In The Infrastructural City, architectural theorist Kayzs Varnelis goes so far as to suggest that “infrastructure is the only theology that really took hold in the American West.” This statement may be pushing it, but the point is well taken, when one looks at popular representations of the newly renovated Hyperion. Ted Niederhofer, Chief Inspector of the Los Angeles Board of Public Works, was floored by his tour of the Hyperion construction site in 1949. “When you go there, you’re going to see something that is unlike any project in the world,” he gushed. “You could spend a week looking it over … When you have finished, you will see that it is not a mere engineering project. You will see that it is an engineer’s dream come true. It has lines and designs that are sheer perfection. You will see that as a physical, man-made thing it has beauty.”

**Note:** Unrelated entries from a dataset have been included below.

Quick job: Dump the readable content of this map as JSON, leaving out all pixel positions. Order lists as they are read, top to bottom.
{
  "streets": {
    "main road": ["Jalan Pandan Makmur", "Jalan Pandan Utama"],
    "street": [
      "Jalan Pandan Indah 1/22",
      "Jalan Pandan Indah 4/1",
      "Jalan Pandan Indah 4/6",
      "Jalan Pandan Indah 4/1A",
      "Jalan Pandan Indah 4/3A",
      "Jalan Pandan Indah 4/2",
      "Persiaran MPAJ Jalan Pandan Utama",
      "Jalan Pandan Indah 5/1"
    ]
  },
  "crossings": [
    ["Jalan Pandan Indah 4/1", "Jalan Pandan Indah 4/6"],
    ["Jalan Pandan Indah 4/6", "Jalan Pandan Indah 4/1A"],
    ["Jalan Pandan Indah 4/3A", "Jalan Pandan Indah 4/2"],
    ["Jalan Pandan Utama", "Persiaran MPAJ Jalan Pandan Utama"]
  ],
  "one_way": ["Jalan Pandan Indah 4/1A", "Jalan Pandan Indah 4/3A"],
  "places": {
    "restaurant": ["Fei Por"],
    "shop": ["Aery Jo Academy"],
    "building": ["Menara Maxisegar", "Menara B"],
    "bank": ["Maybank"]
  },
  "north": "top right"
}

Aware of this appeal, and eager to rehabilitate Hyperion’s public image, when city officials deemed the first section of the new plant ready to begin operations in 1950, they decided to put on a show for reporters. In front of more than two thousand citizens, L.A. Mayor Fletcher Bowron beamed as he smashed a bottle of champagne against one of the plant’s check gates as the treatment infrastructure gurgled in the background. The spectacle garnered a top-of-the-fold story in the next morning’s L.A. Times, which optimistically predicted plant’s effectiveness: “virtually all of the contamination [of the beaches] is expected to be eliminated.”

The visual language of a July 29 L.A. Times pictorial spread echoes this enthusiasm, and leaves the reader awed at the scale, cleanliness, and space-age aura of the plant. An aerial shot of the entire operation and a photo of a worker cleaning the massive row of aeration tanks sit above images of detergent bubbles and inspectors examining their reflections in the clear water of the settling tanks, while captions trumpet the end of the beach quarantine. Hyperion, in this moment, is a truly solid, formidable barrier between the city and its own waste. Huxley’s delight in the plant makes sense: Hyperion appears to be a stable technological assemblage capable of making beach-flotsam a sickening menace of the distant past.

Engineers loved, visited, and wrote about the plant, too, but read it somewhat differently. Roger Sutherland, a Milwaukee Sewerage Commissioner, made a pilgrimage to the plant in November 1951 and penned an op-ed about his visit for the L.A. Times. After praising Hyperion’s state-of-the-art technology, beautiful grounds, and competent management, Sutherland went on to suggest the next steps: Reworking the sludge production part of the plant to make it capable of producing more fertilizer, and upping the water treatment steps another notch to allow for the “salvage” of the wastewater in the name of re-use within the city. Contra Huxley, Sutherland doesn’t frame the Hyperion he toured as the definitive, triumphant solution to the city’s torrent of wastewater, but as just another innovation in a long line of coming, inevitable improvements. Two strands of thinking seem to underpin this position: a characteristic mid-century faith in engineering’s ability to bring a better future into being, and an instinct to understand infrastructure as an ongoing process rather than a fixed achievement.

Within a few years of the new Hyperion’s completion, it became apparent that the consultants had been right: L.A.’s population and sewer flows were increasing steadily, and would soon overwhelm the plant’s infrastructure, leading to the kind of system disintegration and frequent spills that plagued the older, smaller plant. While the city’s beaches weren’t yet dirty again, it was clear that they could be again, and soon.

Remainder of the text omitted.